■ **Exercise requirements**: Lines below that include the word "bottom" should each be copied.

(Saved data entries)
####################

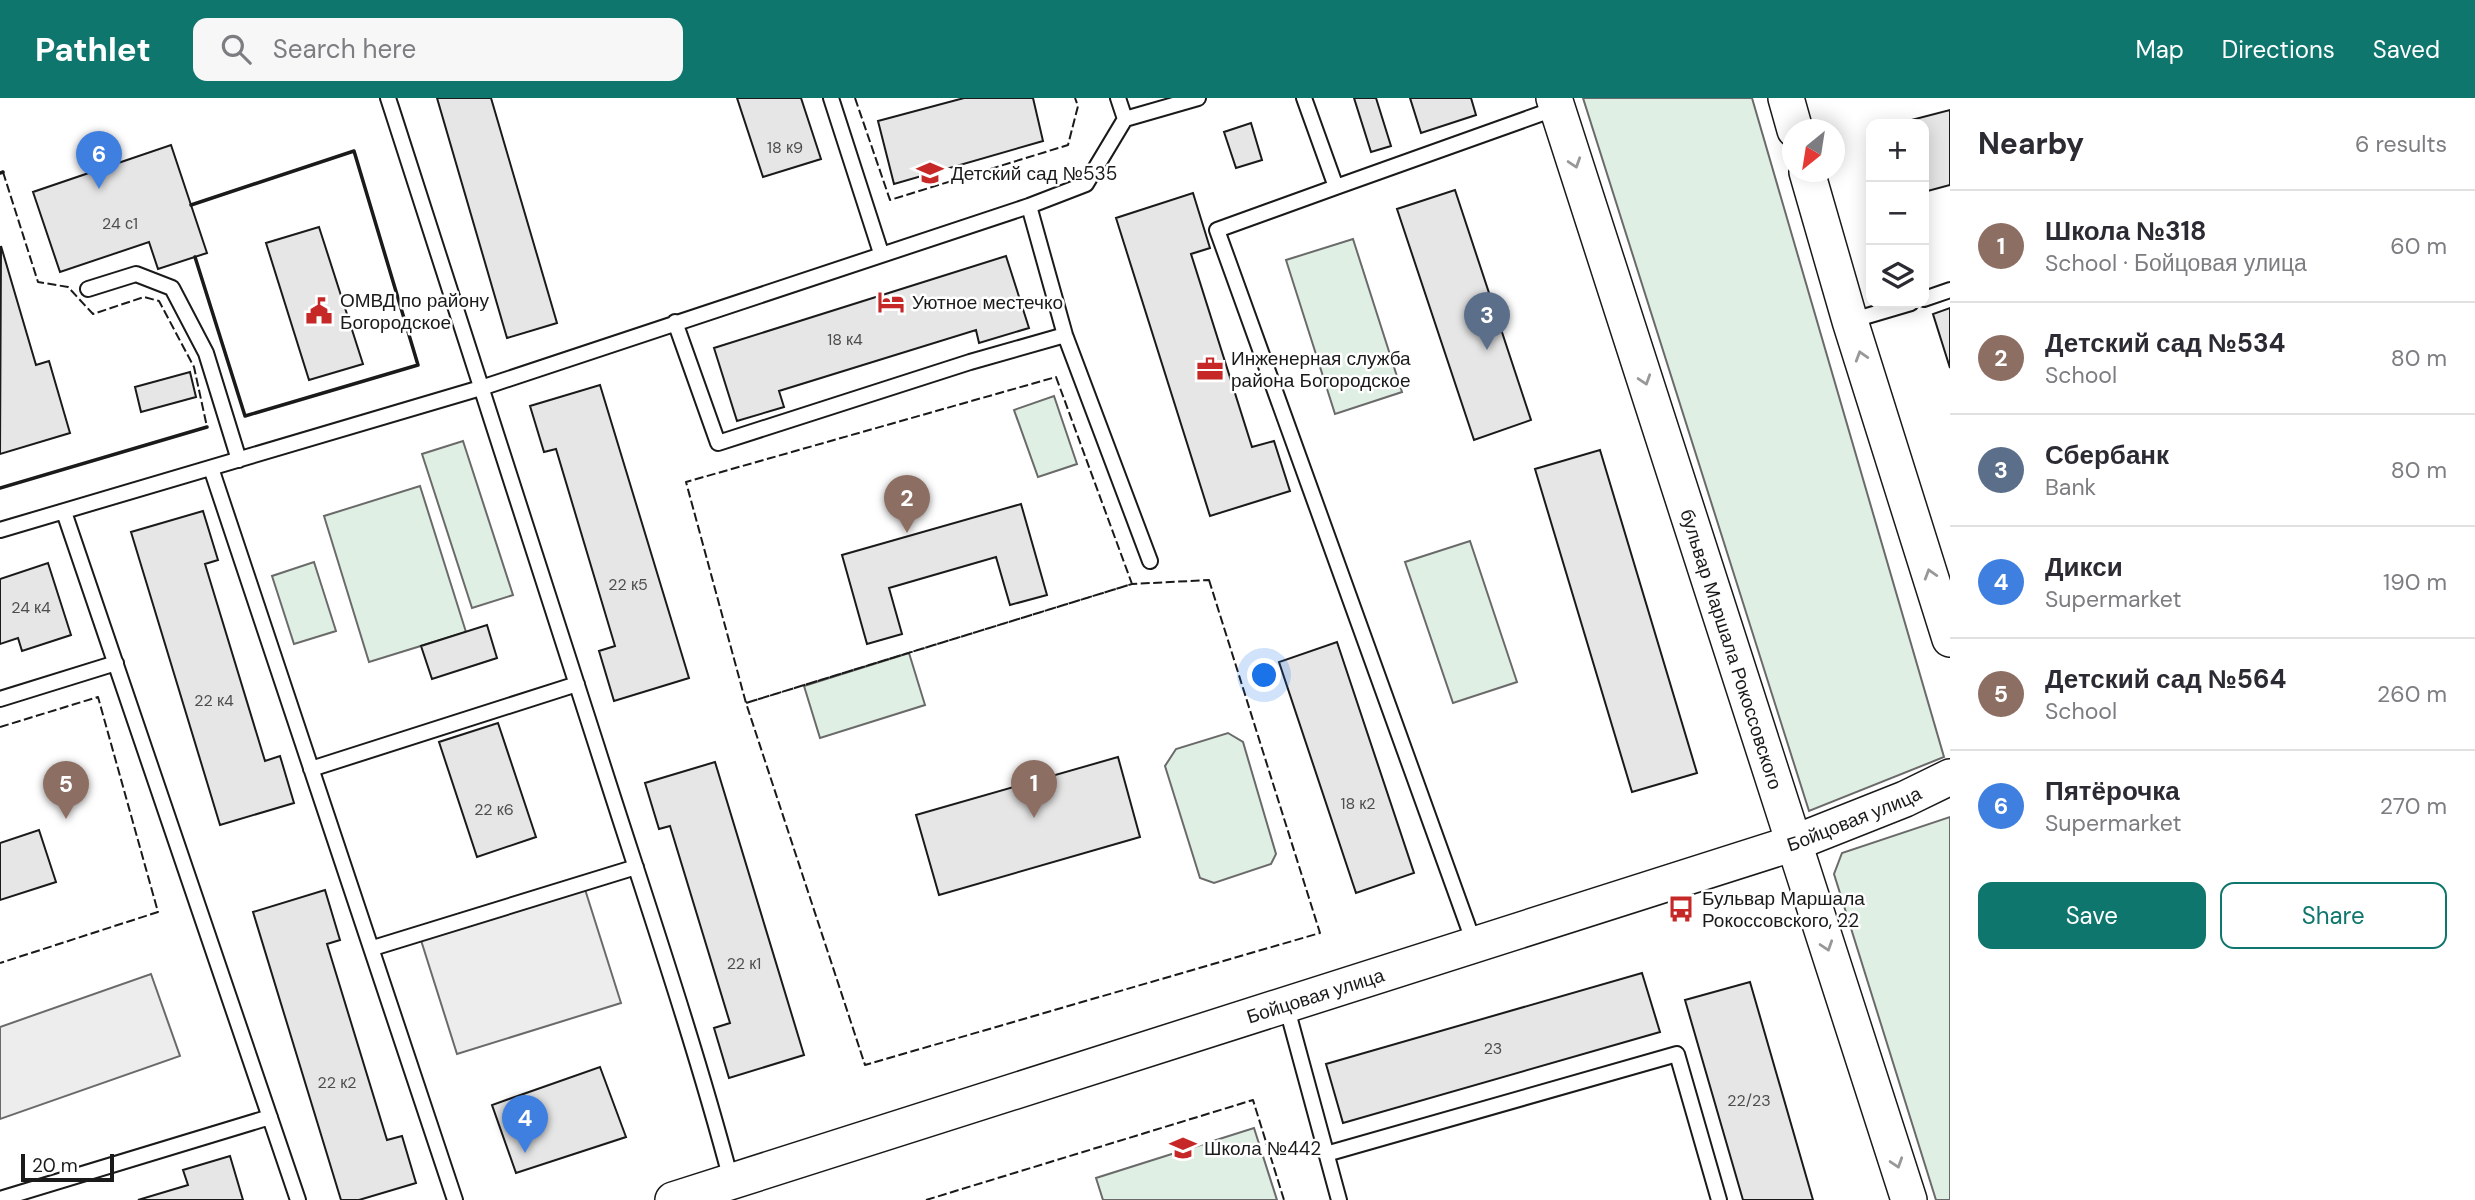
<!DOCTYPE html>
<meta charset="utf-8">
<style>
body{margin:0;font-family:"DM Sans",sans-serif;background:#f7f7f7;color:#2b2b33}
.controls{position:absolute;right:21px;top:21px;display:grid;overflow:hidden;border-radius:14px;box-shadow:0 4px 18px #0003}
.controls button{width:63px;height:63px;display:grid;place-items:center;padding:0;border:0;border-bottom:2px solid #e1e1e2;background:#fff;color:#2b2b33;font:35px sans-serif}
.compass{position:absolute;left:1782px;top:21px;width:63px;height:63px;border-radius:50%;background:#fff;box-shadow:0 4px 18px #0003;rotate:210deg}
.scale{position:absolute;left:21px;bottom:18px;width:93px;box-sizing:border-box;padding-left:7px;border:4px solid #1a1a1a;border-top:0;font-size:19px;line-height:24px;white-space:nowrap;color:#1a1a1a;-webkit-text-stroke:5px #fff;paint-order:stroke}
.you{position:absolute;left:1265px;top:578px;width:24px;height:24px;margin:-18px;border:5px solid #fff;border-radius:50%;background:#1a73e8;box-shadow:0 0 0 10px #1a73e833}
.badge{display:grid;place-items:center;width:46px;height:46px;border-radius:50%;background:#0f766e;color:#fff;font-size:23px;font-weight:700}
.pin{position:absolute;translate:-50% -58px;filter:drop-shadow(0 2px 4px #0008)}
.pin::after{content:'';position:absolute;top:37px;width:24px;height:21px;background:inherit;clip-path:polygon(0 0,100% 0,50% 100%)}
.list{margin:0;padding:0;list-style:none}
h2{display:flex;justify-content:space-between;align-items:center;height:91px;margin:0;padding:0 28px;font-size:30px}
h2 small{font-size:23px;font-weight:400;color:#7c7c81}
.list li{display:grid;grid-template-columns:46px 1fr auto;gap:21px;align-items:center;box-sizing:border-box;height:112px;padding:0 28px;border-top:2px solid #e1e1e2}
.list b{display:block;font-size:26px;white-space:nowrap}
.list p{margin:0;font-size:23px;white-space:nowrap;color:#7c7c81}
.list em{font-size:23px;font-style:normal;color:#7c7c81}
.actions{display:flex;gap:14px;padding:21px 28px}
.actions a{flex:1;padding:16px 0;border:2px solid #0f766e;border-radius:14px;text-align:center;font-size:24px;color:#0f766e}
.actions .main{background:#0f766e;color:#fff}
.icon{flex:none;width:38px;height:38px;fill:none;stroke:currentColor;stroke-width:2;stroke-linecap:round;stroke-linejoin:round}
.map{position:relative;flex:none;width:1950px;height:1102px;overflow:hidden}
header{display:flex;align-items:center;gap:42px;box-sizing:border-box;height:98px;padding:0 35px;background:#0f766e;color:#fff}
header strong{font-size:33px}
nav{display:flex;gap:38px;margin-inline-start:auto;font-size:24px}
.search{width:490px;height:63px;background:#f7f7f7;display:flex;align-items:center;gap:18px;box-sizing:border-box;padding:0 24px;border-radius:14px;color:#7c7c81;font-size:26px}
main{display:flex}
aside{flex:1;background:#fff}
.map>svg:first-child{display:block}
.green{fill:#e0efe3;stroke:#6a6a6a;stroke-width:2}
.parking{fill:#ededed;stroke:#6a6a6a;stroke-width:2}
.building{fill:#e6e6e6;stroke:#1a1a1a;stroke-width:2}
.lines{fill:none;stroke-linecap:round;stroke-linejoin:round}
.service-casing{stroke:#1a1a1a;stroke-width:18}
.tertiary-casing{stroke:#1a1a1a;stroke-width:38}
.service{stroke:#fff;stroke-width:14}
.tertiary{stroke:#fff;stroke-width:35}
.fence{stroke:#1a1a1a;stroke-width:2;stroke-dasharray:9 3.5;stroke-linecap:butt}
.wall{stroke:#1a1a1a;stroke-width:3.5}
.oneway{stroke:#989898}
.labels{text-anchor:middle;dominant-baseline:central;stroke-width:5;stroke-linejoin:round;paint-order:stroke}
.number-label{font-size:16px;fill:#4d4d4d}
.poi-label{font-size:19px;fill:#1a1a1a;stroke:#fff;text-anchor:start}
.street-label{font-size:19px;fill:#1a1a1a;stroke:#fff}
</style>
<header>
<strong>Pathlet</strong>
<div class="search"><svg class="icon" aria-label="search" viewBox="0 0 24 24"><circle cx="10" cy="10" r="6"/><path d="M15 15l6 6"/></svg>Search here</div>
<nav><a>Map</a><a>Directions</a><a>Saved</a></nav>
</header>
<main>
<div class="map">
<svg width="1950" height="1102" viewBox="0 0 1950 1102">
<rect width="100%" height="100%" fill="#fff"/>
<path class="green" d="M1583,0H1752L1944,659L1809,713Z
M1353,141L1402,294L1335,316L1286,162Z
M1054,298L1077,366L1038,379L1014,312Z
M463,343L513,497L472,510L422,356Z
M420,388L466,534L369,564L324,418Z
M1470,443L1517,584L1453,605L1405,464Z
M314,464L336,533L294,546L272,478Z
M909,555L925,607L820,640L804,588Z
M1228,635L1243,644L1276,756L1271,766L1214,785L1200,780L1165,668L1176,651Z
M1950,719V1102H1936L1834,776L1842,755Z
M1254,1030L1277,1102H1103L1096,1080Z"/>
<path class="parking" d="M583,785L621,905L457,956L419,836Z
M151,876L180,958L0,1021V929Z"/>
<path class="building" d="M437,0H491L557,225L507,240Z
M737,0H801L821,61L763,79Z
M964,0H1033L1043,43L894,86L878,23Z
M1354,0H1376L1391,48L1371,54Z
M1410,0H1471L1476,17L1421,35Z
M1950,12V87L1924,94V26H1896Z
M1251,25L1262,62L1236,70L1224,34Z
M171,47L207,155L158,171L149,144L60,174L33,94Z
M1455,92L1531,322L1474,342L1397,111Z
M1193,95L1210,150L1191,156L1252,349L1274,343L1290,393L1210,418L1116,120Z
M319,129L363,266L309,282L266,145Z
M1,148L36,267L49,263L70,335L0,356Z
M1006,158L1029,230L979,245L976,232L779,293L784,309L737,323L714,250Z
M1950,210V270L1933,216Z
M190,274L196,299L141,314L135,289Z
M600,287L689,580L614,603L599,553L615,548L556,351L544,354L530,308Z
M1600,352L1697,675L1632,694L1535,371Z
M1021,406L1047,497L1010,507L996,459L889,490L902,536L867,546L842,457Z
M203,413L218,462L205,466L265,663L280,658L294,705L220,727L131,434Z
M48,465L71,537L22,553L18,540L0,546V481Z
M487,527L497,560L432,581L421,548Z
M1337,544L1414,775L1356,795L1279,564Z
M498,625L536,739L477,759L439,644Z
M1118,659L1140,739L939,797L916,717Z
M715,664L804,957L729,980L714,930L730,925L670,728L659,731L645,685Z
M39,732L56,784L0,802V745Z
M325,792L340,842L327,846L387,1042L402,1038L416,1085L359,1102H341L253,814Z
M1642,875L1660,934L1343,1025L1326,966Z
M1750,884L1813,1102H1743L1685,902Z
M600,969L626,1039L516,1075L492,1007Z
M230,1058L243,1102H138L188,1087L183,1072Z"/>
<g class="lines">
<g class="service-casing">
<path id="service" d="M388,0C459,215 527,431 596,646C642,791 692,935 731,1082
M831,0L881,155
M1118,0L1125,21
M1304,0L1336,89L1217,132L1474,845
M1336,89L1557,10
M1029,108L1065,237L1150,463
M88,191L136,176L172,190L206,255L239,362
M1924,201L1950,192
M1850,223L1911,205
M675,224L718,345L970,264L1065,237
M211,370C291,614 375,857 455,1102
M64,414L298,1102
M0,432L484,289L1029,108L1086,86L1125,21L1198,0
M0,601L116,565
M311,671L577,586
M373,850L636,769
M1286,907L1339,1102
M1326,1056L1677,956L1719,1102
M0,1101L270,1019"/>
</g>
<g class="tertiary-casing">
<g id="tertiary">
<path id="s1" d="M1554,0L1909,1102"/>
<path d="M1786,0L1795,32"/>
<path d="M1807,74L1850,223L1950,541"/>
<path id="s2" d="M673,1102L1794,745L1905,701L1950,679"/>
</g>
</g>
<use href="#service" class="service"/>
<use href="#tertiary" class="tertiary"/>
<path class="fence" d="M855,0L890,102L1068,47L1078,8L1075,0
M3,74L38,184L68,189L93,216L144,199L159,203L194,269L207,329
M1056,279L1132,486L746,605L686,384Z
M1209,482L1320,835L865,967L746,605L1132,486Z
M0,629L98,599L158,814L0,865
M926,1102L1253,1002L1284,1102"/>
<path class="wall" d="M0,75L3,74
M191,107L354,53L418,267L245,318L195,159
M0,390L207,329"/>
</g>
<defs><path id="oneway-chevron" d="M-2-3.5L2.5 0L-2 3.5" fill="none" stroke-width="1.6" stroke-linecap="round" stroke-linejoin="round" transform="scale(1.75)"/></defs>
<g class="oneway">
<use href="#oneway-chevron" transform="translate(1575 65) rotate(72)"/>
<use href="#oneway-chevron" transform="translate(1861 258) rotate(-107)"/>
<use href="#oneway-chevron" transform="translate(1645 282) rotate(72)"/>
<use href="#oneway-chevron" transform="translate(1930 476) rotate(-107)"/>
<use href="#oneway-chevron" transform="translate(1827 848) rotate(72)"/>
<use href="#oneway-chevron" transform="translate(1897 1065) rotate(72)"/>
</g>
<defs>
<g id="school-bare" transform="scale(2.1)"><path d="M0-5L7-2L0 1L-7-2ZM-4 1L0 2.5L4 1V4Q0 6-4 4Z" fill="#c62828" stroke="#fff" stroke-width="2.5" paint-order="stroke"/></g>
<g id="hotel-bare" transform="scale(2.1)"><path d="M-6-4.5h1.5V1H6V5H4.5V3h-9V5H-6ZM-4 0a1.8 1.8 0 1 1 3.6 0ZM.5 0V-2.5h3Q6-2.5 6 0Z" fill="#c62828" stroke="#fff" stroke-width="2.5" paint-order="stroke"/></g>
<g id="civic-bare" transform="scale(2.1)"><path d="M-.6-6.5H3V-4.5H.6V-3L4-1V1h2V6H-6V1h2V-1L-.6-3ZM-1.2 2.5V6h2.4V2.5Z" fill="#c62828" stroke="#fff" stroke-width="2.5" paint-order="stroke"/></g>
<g id="office-bare" transform="scale(2.1)"><path d="M-6-3h4V-5.5h4V-3h4V5H-6ZM-1-4.5V-3h2v-1.5ZM-6 0V1H6V0Z" fill="#c62828" stroke="#fff" stroke-width="2.5" paint-order="stroke"/></g>
<g id="bus-bare" transform="scale(2.1)"><path d="M-5-6H5V4H4V6H2V4H-2V6H-4V4H-5ZM-3.5-4V0h7V-4ZM-3.5 1.2v1.5H-2V1.2ZM2 1.2v1.5H3.5V1.2Z" fill="#c62828" stroke="#fff" stroke-width="2.5" paint-order="stroke"/></g>
</defs>
<g fill-rule="evenodd">
<use href="#school-bare" x="930" y="75"/>
<use href="#hotel-bare" x="891" y="204"/>
<use href="#civic-bare" x="319" y="213"/>
<use href="#office-bare" x="1210" y="271"/>
<use href="#bus-bare" x="1681" y="811"/>
<use href="#school-bare" x="1183" y="1050"/>
</g>
<g class="labels">
<g class="number-label">
<text x="785" y="49">18 к9</text>
<text x="120" y="125">24 с1</text>
<text x="845" y="241">18 к4</text>
<text x="628" y="486">22 к5</text>
<text x="31" y="509">24 к4</text>
<text x="214" y="602">22 к4</text>
<text x="1358" y="705">18 к2</text>
<text x="494" y="711">22 к6</text>
<text x="744" y="865">22 к1</text>
<text x="1493" y="950">23</text>
<text x="337" y="984">22 к2</text>
<text x="1749" y="1002">22/23</text>
</g>
<g class="poi-label">
<text x="951" y="75">Детский сад №535</text>
<text x="340" y="202">ОМВД по району<tspan x="340" dy="22">Богородское</tspan></text>
<text x="912" y="204">Уютное местечко</text>
<text x="1231" y="260">Инженерная служба<tspan x="1231" dy="22">района Богородское</tspan></text>
<text x="1702" y="800">Бульвар Маршала<tspan x="1702" dy="22">Рокоссовского, 22</tspan></text>
<text x="1204" y="1050">Школа №442</text>
</g>
<g class="street-label">
<text stroke="none"><textPath href="#s1" startOffset="579">бульвар Маршала Рокоссовского</textPath></text>
<text stroke="none"><textPath href="#s2" startOffset="1241">Бойцовая улица</textPath></text>
<text stroke="none"><textPath href="#s2" startOffset="674">Бойцовая улица</textPath></text>
</g>
</g>
</svg>
<div class="controls">
<button>+</button>
<button>−</button>
<button><svg class="icon" aria-label="layers" viewBox="0 0 24 24"><path d="M12 4l9 5-9 5-9-5zM3 14l9 5 9-5"/></svg></button>
</div>
<svg class="compass" viewBox="-18 -18 36 36"><path d="M0-13l5 13h-10z" fill="#e53935"/><path d="M0 13l5-13h-10z" fill="#7c7c81"/></svg>
<div class="scale">20 m</div>
<div class="you"></div>
<div class="pin badge" style="left:1034px;top:720px;background:#8d6e63">1</div>
<div class="pin badge" style="left:907px;top:435px;background:#8d6e63">2</div>
<div class="pin badge" style="left:1487px;top:252px;background:#5c6f8a">3</div>
<div class="pin badge" style="left:525px;top:1055px;background:#3f7fe0">4</div>
<div class="pin badge" style="left:66px;top:721px;background:#8d6e63">5</div>
<div class="pin badge" style="left:99px;top:91px;background:#3f7fe0">6</div>
</div>
<aside>
<h2>Nearby<small>6 results</small></h2>
<ul class="list">
<li><span class="badge" style="background:#8d6e63">1</span><div><b>Школа №318</b><p>School · Бойцовая улица</p></div><em>60 m</em></li>
<li><span class="badge" style="background:#8d6e63">2</span><div><b>Детский сад №534</b><p>School</p></div><em>80 m</em></li>
<li><span class="badge" style="background:#5c6f8a">3</span><div><b>Сбербанк</b><p>Bank</p></div><em>80 m</em></li>
<li><span class="badge" style="background:#3f7fe0">4</span><div><b>Дикси</b><p>Supermarket</p></div><em>190 m</em></li>
<li><span class="badge" style="background:#8d6e63">5</span><div><b>Детский сад №564</b><p>School</p></div><em>260 m</em></li>
<li><span class="badge" style="background:#3f7fe0">6</span><div><b>Пятёрочка</b><p>Supermarket</p></div><em>270 m</em></li>
</ul>
<div class="actions"><a class="main">Save</a><a>Share</a></div>
</aside>
</main>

####################

■ **Answer to this task**:
.controls button{width:63px;height:63px;display:grid;place-items:center;padding:0;border:0;border-bottom:2px solid #e1e1e2;background:#fff;color:#2b2b33;font:35px sans-serif}
.scale{position:absolute;left:21px;bottom:18px;width:93px;box-sizing:border-box;padding-left:7px;border:4px solid #1a1a1a;border-top:0;font-size:19px;line-height:24px;white-space:nowrap;color:#1a1a1a;-webkit-text-stroke:5px #fff;paint-order:stroke}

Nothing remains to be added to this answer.